Sadly, there is not any component of the planet now that closely resembles the Arctic 49 million years ago, so we will need to be a little more hands-on . We can not section off a part of the seas as we’ll interrupt the important oceanic balance and possibly alter all of the ocean’s biodiversity. But, lucky for us, Azollas are freshwater plants. Unfortunately, such a huge presence of water would distrust weather patterns and international nutrients. For example, the Amazon has been fed nutrients from the arid, dusty wind that sweeps in the Sahara Desert.

So rather than using an artificial lake, we can engineer some of the world’s biggest lakes to be our plantation.
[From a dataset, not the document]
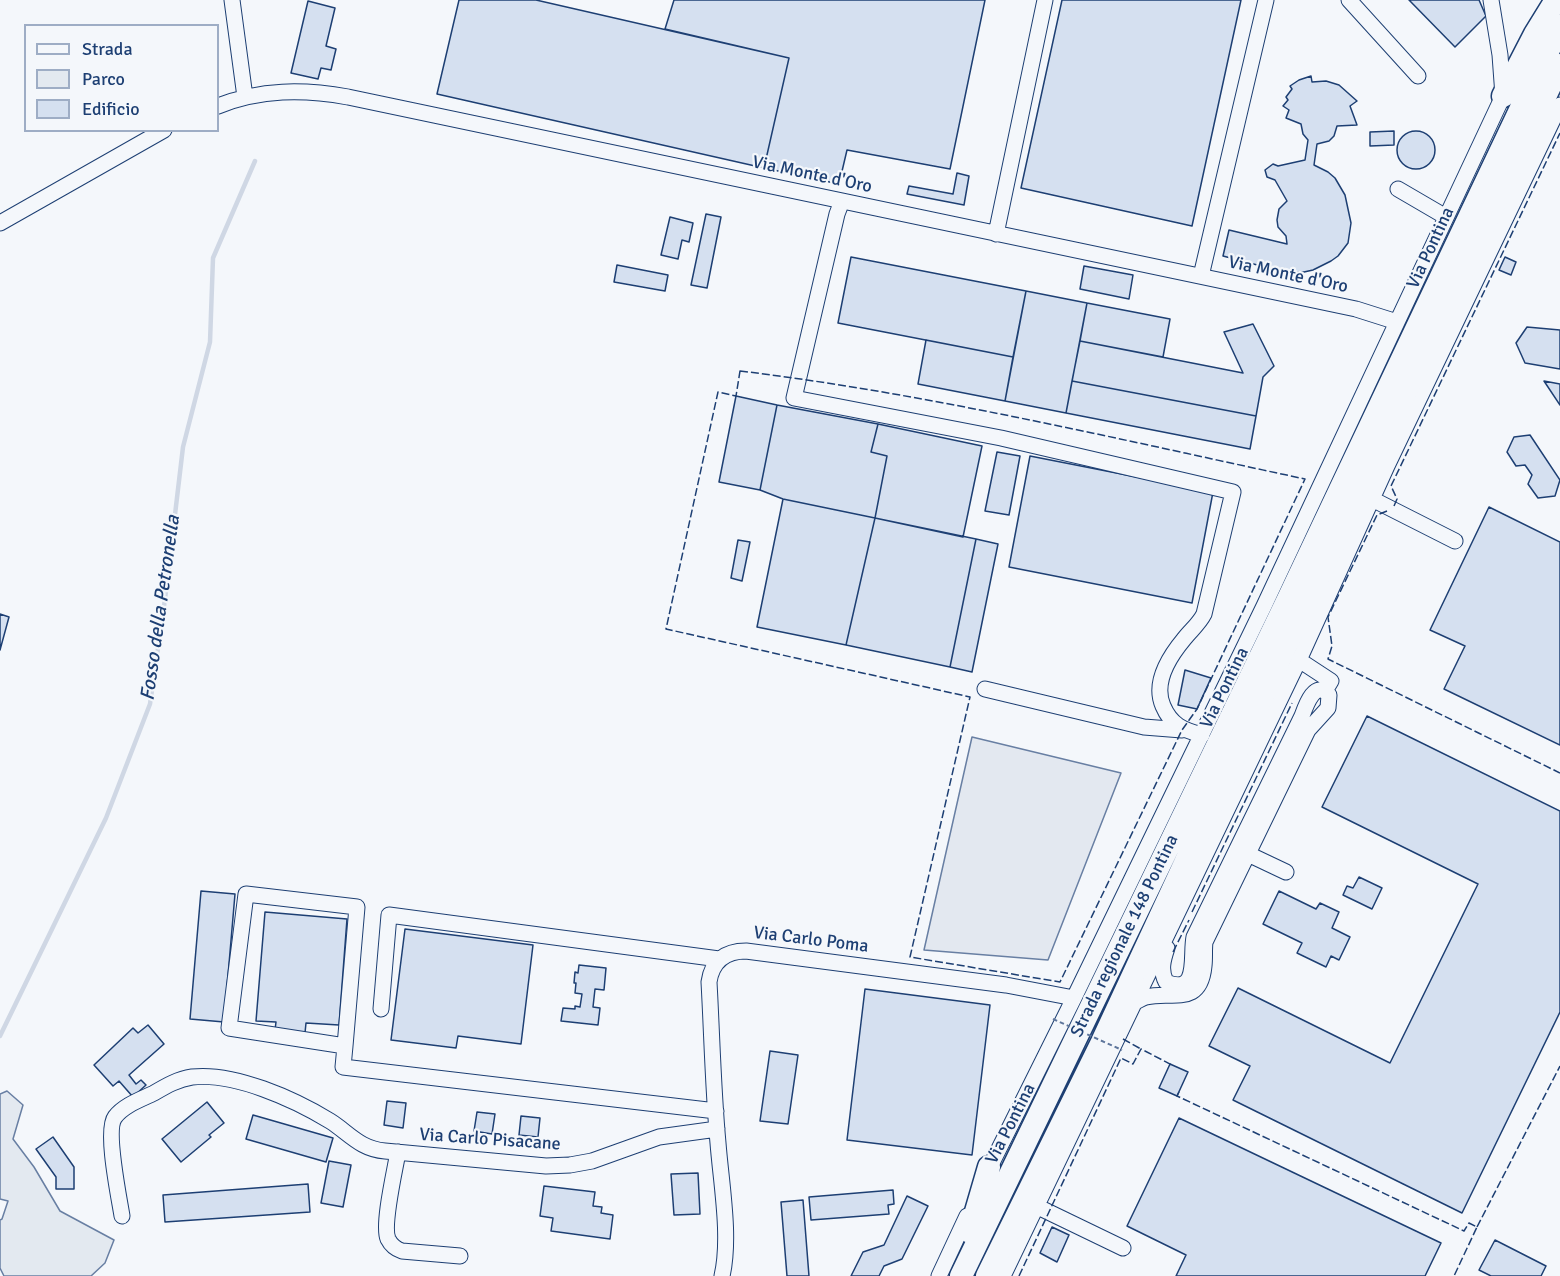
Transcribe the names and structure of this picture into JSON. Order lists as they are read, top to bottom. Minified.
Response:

This means the ocean isn’t influenced by our plantation, and unlike creating completely fresh human-made lakes, we won’t be messing with weather patterns too much.
The ancient Arctic sea was 4,000,000 km² (1,500,000 sq mi) which is only a smidge bigger than the biggest lake in the world by surface area, the Caspian Sea in 371,000 km² (143,000 sq mi). We could add a bigger lake to top up the surface area, something such as the Lake Malawi in 29,500 km2 (11,400 sq mi). If we use these two lakes, we have enough surface area to replicate our sea.

We can engineer these lakes to huge Azolla farms. Primarily we need to kill off all native life, after which by closely monitoring what goes in the lakes, we could engineer the oxygen dead zones around the bottom along with the nutrients needed to kick start an Azolla Bloom. What’s more, with modern farming procedures, we could have an even greater rate of CO² absorption compared to the original Azolla Event by making sure that we always have perfect conditions.
Now, ruining unique ecosystems in these lakes does not sound like a great way to save the planet, does it? However, to create these Azolla powered carbon sink, then you need to. Can this sacrifice worth the reward? I don’t understand, that is not for me to pick.

So, can Azolla save the entire world? Quite possibly, but it would come in a massive sacrifice and using a degree of devotion never done by humans before. We would have to desecrate some of the world’s most distinctive habitats and work tirelessly for tens-of-thousands of decades just to reverse 70 years of human activity. So it’s questionable whether this method could be used or even should be used. In the very least this puts the scale of climate change to a sharp focus.
Having said that, there may be another way to create Azolla carbon dioxide, like closed-off tubes of hydroponics, which could work in less biodiverse areas like desserts without changing global weather patterns. Additionally, there are lots of other ways of pulling carbon out of the air like utilizing atmospheric carbon to generate graphene batteries. Azolla is one of many tools we have to fix our biggest problem.